The Slovenia Times

Ombudsman says Environment Ministry violating democratic standards

Environment & NaturePoliticsScience & Education

Ljubljana - Human Rights Ombudsman Peter Svetina has voiced criticism over the procedure in which the Environment and Spatial Planning Ministry wants to change the environmental protection act. The ministry's actions are not in line with modern democratic standards, which has recently become an established modus operandi of the ministry, the ombudsman says.

The ombudsman's office reviewed the procedure based on a request by a member of the environmental NGO Rovo, with the office establishing the violation of the public's right to participate in public governance.

Svetina said in his response to the applicant that the ministry only formally followed the provisions under which the public has the right to review and comment on key draft legislation for at least a month.

The draft changes do not follow the structure of the currently valid environmental protection act, which prevents effective overview of changes, said the ombudsman. Moreover, the explanation provided to the 309-article document is only one page long and focuses only on programme and principles.

Therefore, even though the public review period for the changes had been extended beyond the period of one month, the public was prevented from discussing the matter, the ombudsman said, adding that this was a violation of the Aarhus Convention on the public's rights with regard to the environment.

The ombudsman recommended that the ministry make necessary amendments, with the ministry responding it would do so for the next phase of interdepartmental coordination. But the ombudsman's office says this should be done as soon as possible and at a stage when all options are still open, adding that public debate is severely limited due to the absence of the explanation.
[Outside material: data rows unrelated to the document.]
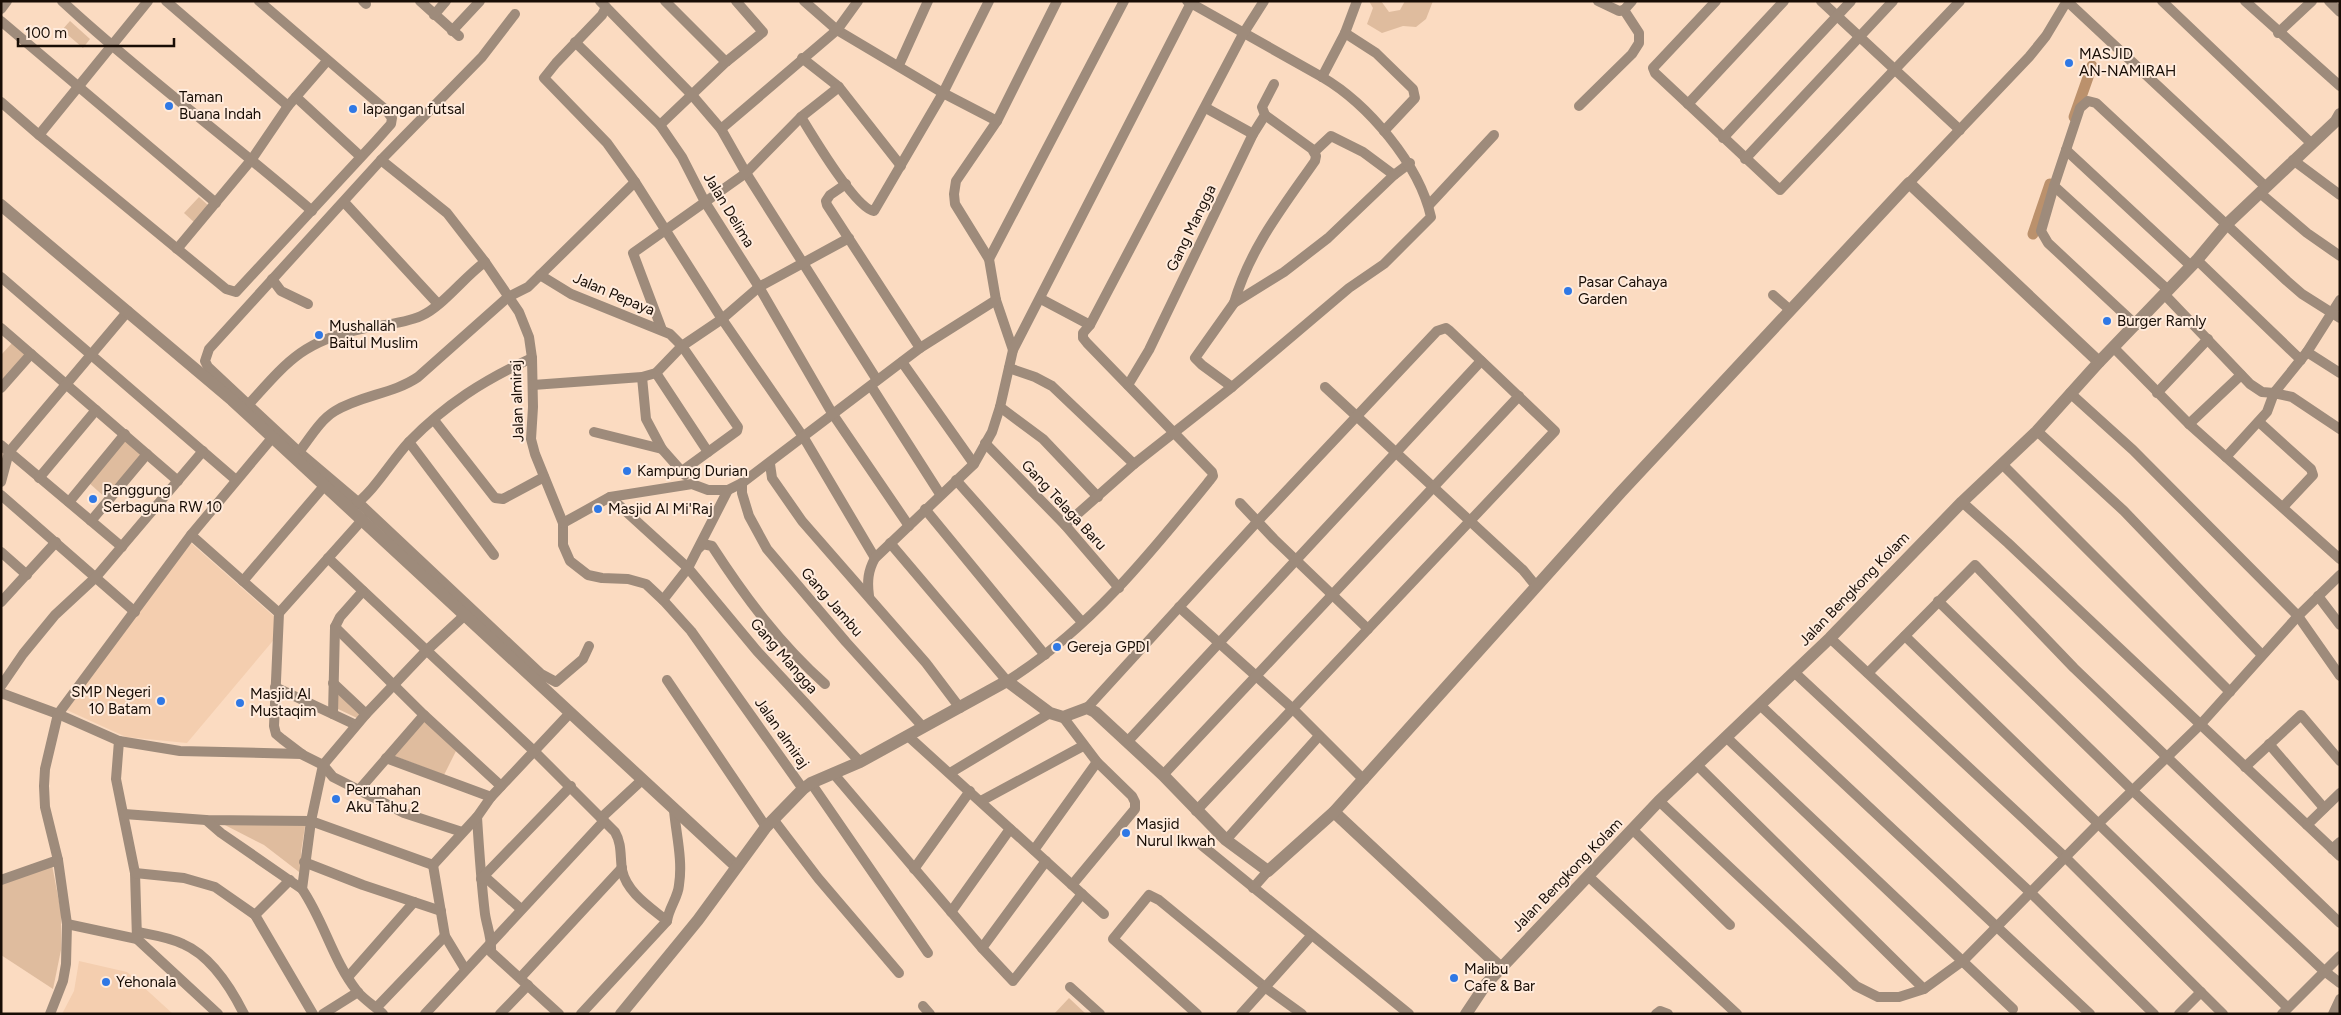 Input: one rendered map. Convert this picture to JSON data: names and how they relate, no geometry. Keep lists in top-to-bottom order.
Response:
{
  "streets": {
    "street": [
      "Jalan Delima",
      "Gang Mangga",
      "Jalan Pepaya",
      "Jalan almiraj",
      "Gang Telaga Baru",
      "Jalan Bengkong Kolam",
      "Gang Jambu"
    ]
  },
  "places": [
    "MASJID AN-NAMIRAH",
    "Taman Buana Indah",
    "lapangan futsal",
    "Pasar Cahaya Garden",
    "Burger Ramly",
    "Mushallah Baitul Muslim",
    "Kampung Durian",
    "Panggung Serbaguna RW 10",
    "Masjid Al Mi'Raj",
    "Gereja GPDI",
    "SMP Negeri 10 Batam",
    "Masjid Al Mustaqim",
    "Perumahan Aku Tahu 2",
    "Masjid Nurul Ikwah",
    "Malibu Cafe & Bar",
    "Yehonala"
  ],
  "scale_bar": "100 m"
}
The ombudsman believes that reserving a comprehensive draft for the later stages of the legislative process, coupled with a short public review period and the fact that the draft had been put up for review with virtually no explanation "cannot be considered as actions compliant with modern standards of democracy".

The ombudsman's office also said that poorly explained or unexplained draft bills had become an established modus operandi of the ministry, raising "serious concern due to a detected broader degradation of basic postulates of environmental protection, both in terms of national regulation and international standards".

The ombudsman's office counts its recommendation to the ministry as not having been accepted. It will, however, insist on it. It has also urged the ministry to rethink its approach.